## WORK REQUIRED
Your task is to copy each line of the material that includes "George".

## DATASET EXTRACT

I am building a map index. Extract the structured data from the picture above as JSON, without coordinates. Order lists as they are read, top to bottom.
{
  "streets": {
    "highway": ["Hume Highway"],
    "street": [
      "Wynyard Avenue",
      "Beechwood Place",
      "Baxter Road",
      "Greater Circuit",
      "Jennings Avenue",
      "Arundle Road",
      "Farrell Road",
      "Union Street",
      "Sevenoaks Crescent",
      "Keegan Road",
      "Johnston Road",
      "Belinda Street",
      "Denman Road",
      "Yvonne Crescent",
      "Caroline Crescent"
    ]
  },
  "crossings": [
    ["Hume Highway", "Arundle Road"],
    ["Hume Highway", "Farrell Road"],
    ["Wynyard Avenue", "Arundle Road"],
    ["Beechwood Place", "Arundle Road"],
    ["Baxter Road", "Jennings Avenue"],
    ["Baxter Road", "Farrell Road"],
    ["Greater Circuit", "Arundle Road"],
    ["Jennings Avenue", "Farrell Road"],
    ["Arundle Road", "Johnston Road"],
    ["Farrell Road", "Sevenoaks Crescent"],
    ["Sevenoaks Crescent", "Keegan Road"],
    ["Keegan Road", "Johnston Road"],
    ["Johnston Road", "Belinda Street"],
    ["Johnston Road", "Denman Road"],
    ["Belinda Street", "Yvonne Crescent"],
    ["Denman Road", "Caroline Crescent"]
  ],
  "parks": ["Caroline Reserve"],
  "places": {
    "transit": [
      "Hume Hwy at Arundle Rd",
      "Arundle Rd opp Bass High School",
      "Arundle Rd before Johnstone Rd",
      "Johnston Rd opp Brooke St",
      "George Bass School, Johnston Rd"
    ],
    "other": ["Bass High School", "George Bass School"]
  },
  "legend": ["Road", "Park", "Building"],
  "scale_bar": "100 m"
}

## TASK RESPONSE
      "George Bass School, Johnston Rd"
    "other": ["Bass High School", "George Bass School"]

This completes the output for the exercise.